Was für eine Einnahme ist die Vermietung von Containern?

Die mittlerweile recht beliebte Investition in Frachtcontainer, die auf den Weltmeeren umherfahren, ist natürlich auch steuerlich relevant. Im Ergebnis handelt es sich bei der Vermietung von Containern um sonstige Einnahmen nach § 22 Nr. 3 EStG.

Einen Gewerbebetrieb stellen diese Container normalerweise nicht dar, da es sich um private Vermögensverwaltung handelt. Schließlich will jemand mit diesen Investitionen nicht persönlich in Containergeschäft einsteigen, sondern nur sein Vermögen möglichst sicher und ertragreich anlegen. Was Vermögensverwaltung ist, sagt § 14 Satz 3 der Abgabenordnung sehr deutlich:
Eine Vermögensverwaltung liegt in der Regel vor, wenn Vermögen genutzt, zum Beispiel Kapitalvermögen verzinslich angelegt oder unbewegliches Vermögen vermietet oder verpachtet wird.

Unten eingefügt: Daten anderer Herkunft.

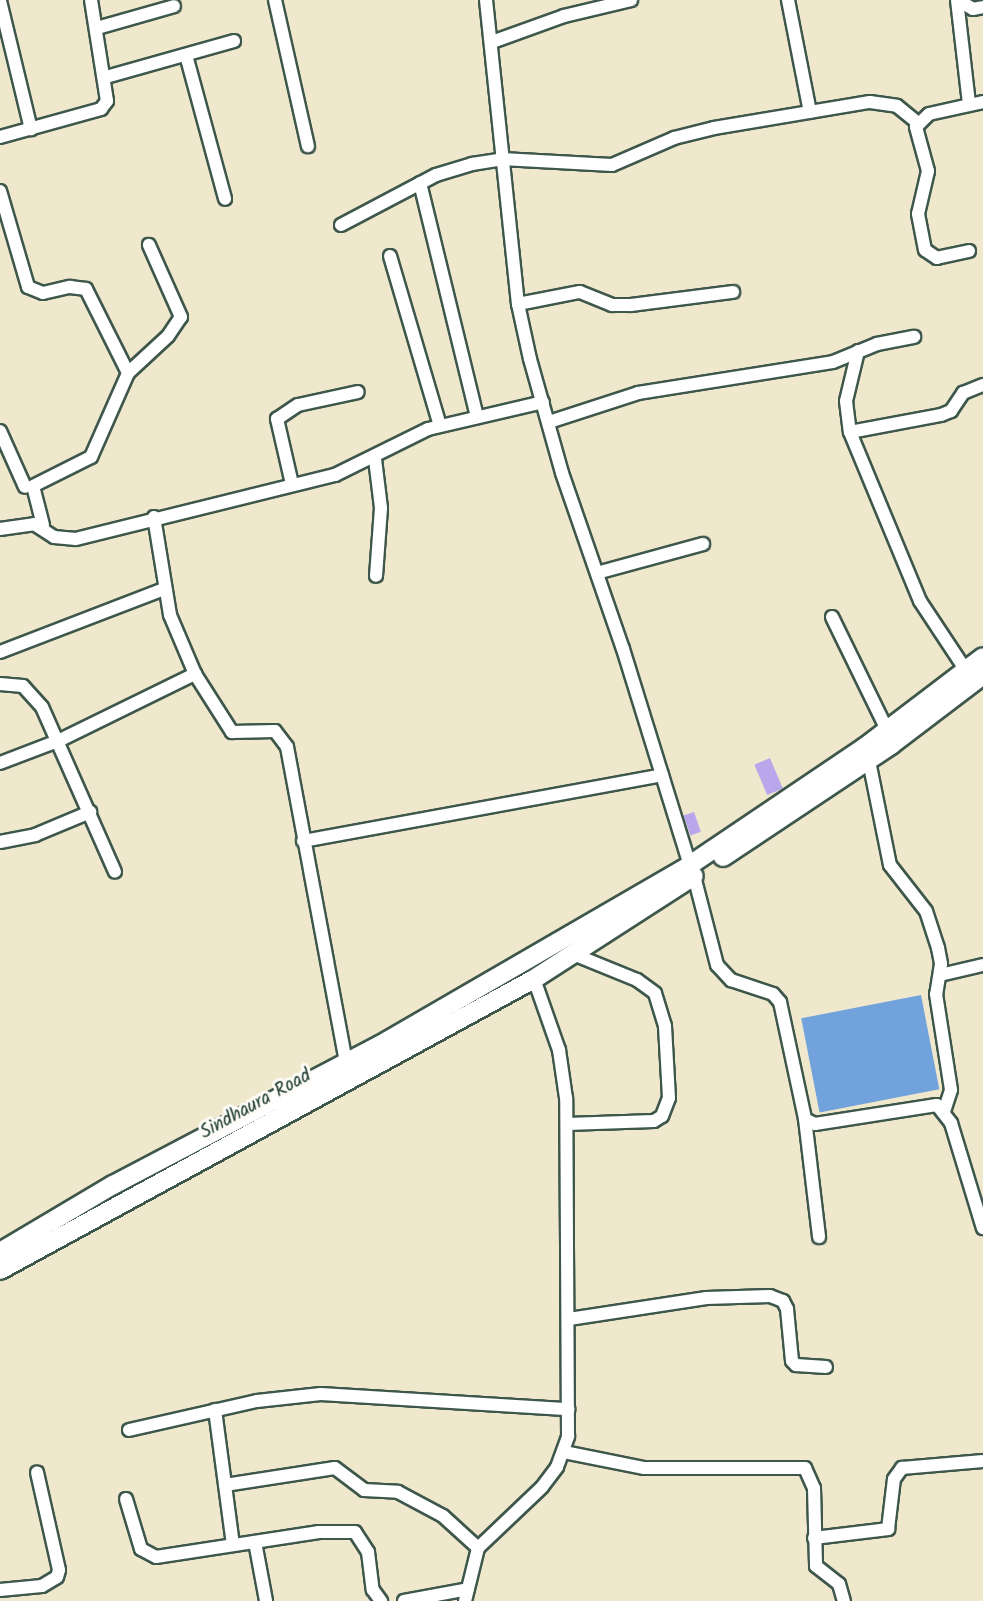 <!DOCTYPE html>
<style>
body{margin:0}
#map{position:relative;width:983px;height:1601px;overflow:hidden;background:#efe8cd;font-family:Kalam,sans-serif}
div>[style]{position:absolute}
[style*='--x']{left:calc(var(--x)*1px);top:calc(var(--y)*1px);width:calc(var(--w)*1px);rotate:calc(var(--a)*1deg)}
.water>*{inset:0;background:#72a2dc;transform-origin:0 0}
.building>*{inset:0;background:#baa6ea;transform-origin:0 0}
.roads{filter:drop-shadow(2px 0 #3e574b) drop-shadow(-2px 0 #3e574b) drop-shadow(0 2px #3e574b) drop-shadow(0 -2px #3e574b)}
.street>*{height:12px;margin:-6px;padding:0 6px;transform-origin:6px;border-radius:6px;background:#fff}
.secondary>*{height:18px;margin:-9px;padding:0 9px;transform-origin:9px;border-radius:9px;background:#fff}
span{translate:-50% -50%;white-space:nowrap;text-align:center;line-height:1.15;-webkit-text-stroke:6px #fdfcf7;paint-order:stroke}
.street-label{font-size:19px;color:#1f3d34}
</style>
<div id="map">
<div class="water">
<div style="left:921px;top:995px;width:96px;height:122px;rotate:79deg"></div>
</div>
<div class="building">
<div style="left:770px;top:758px;width:33px;height:17px;rotate:67deg"></div>
<div style="left:694px;top:812px;width:21px;height:11px;rotate:71deg"></div>
</div>
<div class="roads">
<div class="street">
<div style="--x:275;--y:0;--w:150;--a:77.3"></div>
<div style="--x:486;--y:0;--w:306;--a:84"></div>
<div style="--x:518;--y:304;--w:56;--a:77.7"></div>
<div style="--x:530;--y:359;--w:118;--a:74.3"></div>
<div style="--x:562;--y:473;--w:186;--a:70.9"></div>
<div style="--x:623;--y:649;--w:226;--a:72.8"></div>
<div style="--x:788;--y:0;--w:114;--a:78.9"></div>
<div style="--x:957;--y:0;--w:105;--a:83.4"></div>
<div style="--x:958;--y:0;--w:17;--a:31"></div>
<div style="--x:973;--y:9;--w:10;--a:-11"></div>
<div style="--x:0;--y:1;--w:132;--a:76.4"></div>
<div style="--x:97;--y:28;--w:80;--a:-15.9"></div>
<div style="--x:492;--y:42;--w:77;--a:-19.9"></div>
<div style="--x:564;--y:16;--w:69;--a:-13.4"></div>
<div style="--x:186;--y:55;--w:149;--a:74.8"></div>
<div style="--x:106;--y:77;--w:133;--a:-15.7"></div>
<div style="--x:0;--y:137;--w:105;--a:-15.5"></div>
<div style="--x:101;--y:109;--w:10;--a:-53"></div>
<div style="--x:107;--y:101;--w:102;--a:-99"></div>
<div style="--x:420;--y:183;--w:241;--a:76.3"></div>
<div style="--x:0;--y:191;--w:100;--a:73.7"></div>
<div style="--x:28;--y:287;--w:16;--a:22"></div>
<div style="--x:43;--y:293;--w:28;--a:-13"></div>
<div style="--x:70;--y:287;--w:16;--a:7"></div>
<div style="--x:86;--y:289;--w:94;--a:63.4"></div>
<div style="--x:341;--y:225;--w:107;--a:-27.8"></div>
<div style="--x:436;--y:175;--w:38;--a:-17"></div>
<div style="--x:472;--y:164;--w:30;--a:-9"></div>
<div style="--x:502;--y:159;--w:110;--a:3.1"></div>
<div style="--x:612;--y:165;--w:68;--a:-23.5"></div>
<div style="--x:674;--y:138;--w:41;--a:-14"></div>
<div style="--x:714;--y:128;--w:158;--a:-9.5"></div>
<div style="--x:870;--y:102;--w:27;--a:8"></div>
<div style="--x:897;--y:106;--w:26;--a:39"></div>
<div style="--x:969;--y:251;--w:33;--a:168"></div>
<div style="--x:937;--y:258;--w:14;--a:-146"></div>
<div style="--x:925;--y:250;--w:37;--a:-101"></div>
<div style="--x:918;--y:214;--w:44;--a:-76.9"></div>
<div style="--x:928;--y:171;--w:46;--a:-105.3"></div>
<div style="--x:916;--y:127;--w:18;--a:-45"></div>
<div style="--x:929;--y:114;--w:55;--a:-12.5"></div>
<div style="--x:390;--y:256;--w:177;--a:73.6"></div>
<div style="--x:518;--y:304;--w:63;--a:-11"></div>
<div style="--x:580;--y:292;--w:35;--a:22"></div>
<div style="--x:612;--y:305;--w:19;--a:0"></div>
<div style="--x:631;--y:305;--w:103;--a:-7.3"></div>
<div style="--x:858;--y:351;--w:51;--a:103.5"></div>
<div style="--x:846;--y:401;--w:31;--a:83"></div>
<div style="--x:850;--y:432;--w:183;--a:67.5"></div>
<div style="--x:920;--y:601;--w:82;--a:56.5"></div>
<div style="--x:549;--y:422;--w:94;--a:-18"></div>
<div style="--x:638;--y:393;--w:197;--a:-9"></div>
<div style="--x:833;--y:362;--w:48;--a:-22.2"></div>
<div style="--x:877;--y:344;--w:38;--a:-11"></div>
<div style="--x:0;--y:431;--w:61;--a:65.9"></div>
<div style="--x:850;--y:432;--w:93;--a:-10.6"></div>
<div style="--x:941;--y:415;--w:11;--a:-22"></div>
<div style="--x:951;--y:411;--w:22;--a:-56"></div>
<div style="--x:963;--y:393;--w:22;--a:-22"></div>
<div style="--x:375;--y:459;--w:49;--a:83"></div>
<div style="--x:381;--y:508;--w:68;--a:94.2"></div>
<div style="--x:292;--y:484;--w:67;--a:-103"></div>
<div style="--x:277;--y:419;--w:25;--a:-34"></div>
<div style="--x:298;--y:405;--w:61;--a:-12.2"></div>
<div style="--x:154;--y:517;--w:99;--a:80.7"></div>
<div style="--x:170;--y:615;--w:64;--a:67"></div>
<div style="--x:195;--y:674;--w:69;--a:57.5"></div>
<div style="--x:232;--y:732;--w:43;--a:-1.3"></div>
<div style="--x:275;--y:731;--w:20;--a:53"></div>
<div style="--x:287;--y:747;--w:321;--a:79.4"></div>
<div style="--x:43;--y:525;--w:40;--a:-104.4"></div>
<div style="--x:33;--y:486;--w:65;--a:-26.6"></div>
<div style="--x:91;--y:457;--w:92;--a:-66.2"></div>
<div style="--x:128;--y:373;--w:54;--a:-42.8"></div>
<div style="--x:168;--y:336;--w:23;--a:-56"></div>
<div style="--x:181;--y:317;--w:79;--a:-114"></div>
<div style="--x:0;--y:529;--w:34;--a:-8"></div>
<div style="--x:34;--y:524;--w:24;--a:33"></div>
<div style="--x:54;--y:537;--w:22;--a:5"></div>
<div style="--x:76;--y:539;--w:267;--a:-13.9"></div>
<div style="--x:335;--y:475;--w:104;--a:-26.3"></div>
<div style="--x:428;--y:429;--w:118;--a:-13.2"></div>
<div style="--x:597;--y:573;--w:110;--a:-15.3"></div>
<div style="--x:832;--y:617;--w:126;--a:64"></div>
<div style="--x:0;--y:652;--w:176;--a:-21"></div>
<div style="--x:0;--y:684;--w:23;--a:5"></div>
<div style="--x:23;--y:686;--w:28;--a:48"></div>
<div style="--x:42;--y:707;--w:180;--a:66.1"></div>
<div style="--x:869;--y:761;--w:106;--a:78.6"></div>
<div style="--x:890;--y:865;--w:58;--a:52"></div>
<div style="--x:926;--y:911;--w:39;--a:72"></div>
<div style="--x:938;--y:948;--w:16;--a:79"></div>
<div style="--x:941;--y:964;--w:30;--a:99"></div>
<div style="--x:936;--y:994;--w:97;--a:81.1"></div>
<div style="--x:951;--y:1090;--w:22;--a:108"></div>
<div style="--x:0;--y:763;--w:62;--a:-20.8"></div>
<div style="--x:58;--y:741;--w:153;--a:-26.1"></div>
<div style="--x:303;--y:841;--w:365;--a:-10.4"></div>
<div style="--x:0;--y:842;--w:36;--a:-11"></div>
<div style="--x:35;--y:835;--w:60;--a:-22.7"></div>
<div style="--x:694;--y:876;--w:92;--a:75.5"></div>
<div style="--x:717;--y:965;--w:21;--a:47"></div>
<div style="--x:731;--y:980;--w:44;--a:18.4"></div>
<div style="--x:773;--y:994;--w:11;--a:49"></div>
<div style="--x:780;--y:1002;--w:120;--a:77.9"></div>
<div style="--x:805;--y:1119;--w:11;--a:27"></div>
<div style="--x:815;--y:1124;--w:123;--a:-8.9"></div>
<div style="--x:937;--y:1105;--w:23;--a:52"></div>
<div style="--x:951;--y:1123;--w:110;--a:73.1"></div>
<div style="--x:940;--y:975;--w:44;--a:-13.1"></div>
<div style="--x:805;--y:1119;--w:119;--a:83.2"></div>
<div style="--x:567;--y:1124;--w:87;--a:-2"></div>
<div style="--x:654;--y:1121;--w:9;--a:-32"></div>
<div style="--x:662;--y:1116;--w:19;--a:-69"></div>
<div style="--x:669;--y:1098;--w:72;--a:-93.2"></div>
<div style="--x:665;--y:1026;--w:34;--a:-107"></div>
<div style="--x:655;--y:993;--w:22;--a:-144"></div>
<div style="--x:637;--y:980;--w:69;--a:-157.9"></div>
<div style="--x:569;--y:1319;--w:139;--a:-8.7"></div>
<div style="--x:706;--y:1298;--w:64;--a:-1.8"></div>
<div style="--x:770;--y:1296;--w:14;--a:21"></div>
<div style="--x:783;--y:1301;--w:9;--a:63"></div>
<div style="--x:787;--y:1309;--w:52;--a:84.5"></div>
<div style="--x:792;--y:1361;--w:6;--a:45"></div>
<div style="--x:796;--y:1365;--w:30;--a:4"></div>
<div style="--x:215;--y:1410;--w:136;--a:82.4"></div>
<div style="--x:129;--y:1430;--w:131;--a:-12.8"></div>
<div style="--x:257;--y:1401;--w:64;--a:-6.2"></div>
<div style="--x:321;--y:1394;--w:248;--a:3.5"></div>
<div style="--x:564;--y:1452;--w:82;--a:11.3"></div>
<div style="--x:644;--y:1468;--w:161;--a:0"></div>
<div style="--x:805;--y:1468;--w:22;--a:66"></div>
<div style="--x:814;--y:1488;--w:78;--a:88.5"></div>
<div style="--x:816;--y:1566;--w:29;--a:38"></div>
<div style="--x:839;--y:1584;--w:18;--a:74"></div>
<div style="--x:225;--y:1485;--w:111;--a:-8.8"></div>
<div style="--x:335;--y:1468;--w:36;--a:37"></div>
<div style="--x:364;--y:1490;--w:34;--a:3"></div>
<div style="--x:398;--y:1492;--w:51;--a:28.1"></div>
<div style="--x:443;--y:1516;--w:47;--a:42.4"></div>
<div style="--x:126;--y:1499;--w:52;--a:73.3"></div>
<div style="--x:141;--y:1549;--w:17;--a:28"></div>
<div style="--x:156;--y:1557;--w:165;--a:-8.7"></div>
<div style="--x:319;--y:1532;--w:36;--a:0"></div>
<div style="--x:355;--y:1532;--w:24;--a:57"></div>
<div style="--x:368;--y:1552;--w:38;--a:83"></div>
<div style="--x:373;--y:1590;--w:14;--a:54"></div>
<div style="--x:814;--y:1538;--w:75;--a:-6.9"></div>
<div style="--x:888;--y:1529;--w:50;--a:-83.2"></div>
<div style="--x:894;--y:1479;--w:14;--a:-54"></div>
<div style="--x:902;--y:1468;--w:81;--a:-4.9"></div>
<div style="--x:255;--y:1542;--w:60;--a:79.4"></div>
<div style="--x:0;--y:1590;--w:42;--a:-5.4"></div>
<div style="--x:42;--y:1586;--w:17;--a:-31"></div>
<div style="--x:57;--y:1577;--w:7;--a:-74"></div>
<div style="--x:59;--y:1570;--w:100;--a:-102.7"></div>
<div style="--x:404;--y:1601;--w:65;--a:-10.6"></div>
<div style="--x:465;--y:1601;--w:55;--a:-76.2"></div>
<div style="--x:478;--y:1548;--w:88;--a:-43.6"></div>
<div style="--x:542;--y:1487;--w:25;--a:-53"></div>
<div style="--x:557;--y:1467;--w:33;--a:-70"></div>
<div style="--x:568;--y:1436;--w:338;--a:-90.3"></div>
<div style="--x:566;--y:1098;--w:49;--a:-98.3"></div>
<div style="--x:559;--y:1050;--w:75;--a:-109.4"></div>
</div>
<div class="secondary">
<div style="--x:723;--y:857;--w:202;--a:-33.7"></div>
<div style="--x:891;--y:745;--w:116;--a:-37.3"></div>
<div style="--x:0;--y:1252;--w:131;--a:-30.7"></div>
<div style="--x:113;--y:1185;--w:301;--a:-27.7"></div>
<div style="--x:380;--y:1045;--w:358;--a:-30.1"></div>
<div style="--x:690;--y:865;--w:211;--a:-34"></div>
<div style="--x:865;--y:747;--w:148;--a:-37.3"></div>
<div style="--x:0;--y:1270;--w:608;--a:-28.59"></div>
<div style="--x:534;--y:979;--w:190;--a:-32.8"></div>
</div>
</div>
<div class="street-label">
<span style="left:256px;top:1105px;rotate:-29deg">Sindhaura Road</span>
</div>
</div>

Auch an Vermietung wäre in wahrsten Wortsinne zu denken. Allerdings handelt es um keine Vermietung im Sinne des § 21 Abs. 1 EStG, da ein Container weder unbewegliches Vermögen (Nr. 1), noch eine Sachgesamtheit (Nr. 2), noch ein Recht (Nr. 3) ist.

Somit bleiben im Ergebnis nur noch „sonstige Einnahmen“ gemäß § 22 Nr. 3 EStG, nämlich aus der auch beispielhaft dort aufgezählten „Vermietung beweglicher Gegenstände“. Dies hat den (theoretischen) Vorteil, dass die Einkünfte überhaupt nicht versteuert werden müssen, wenn sie nicht mehr als die Freigrenze von 256 Euro im Jahr betragen, was aber bei Containern regelmäßig deutlich überschritten sein dürfte.

Was ist der Unterschied zwischen einem Freibetrag und einer Freigrenze?

Bei einem Freibetrag wird ein bestimmter Teil der Einkünfte überhaupt nicht besteuert, bei einer Freigrenze werden die Einkünfte nicht besteuert, wenn sie die Freigrenze nicht überschreiten, und ab dem ersten Euro voll besteuert, sobald sie die Freigrenze überschreiten.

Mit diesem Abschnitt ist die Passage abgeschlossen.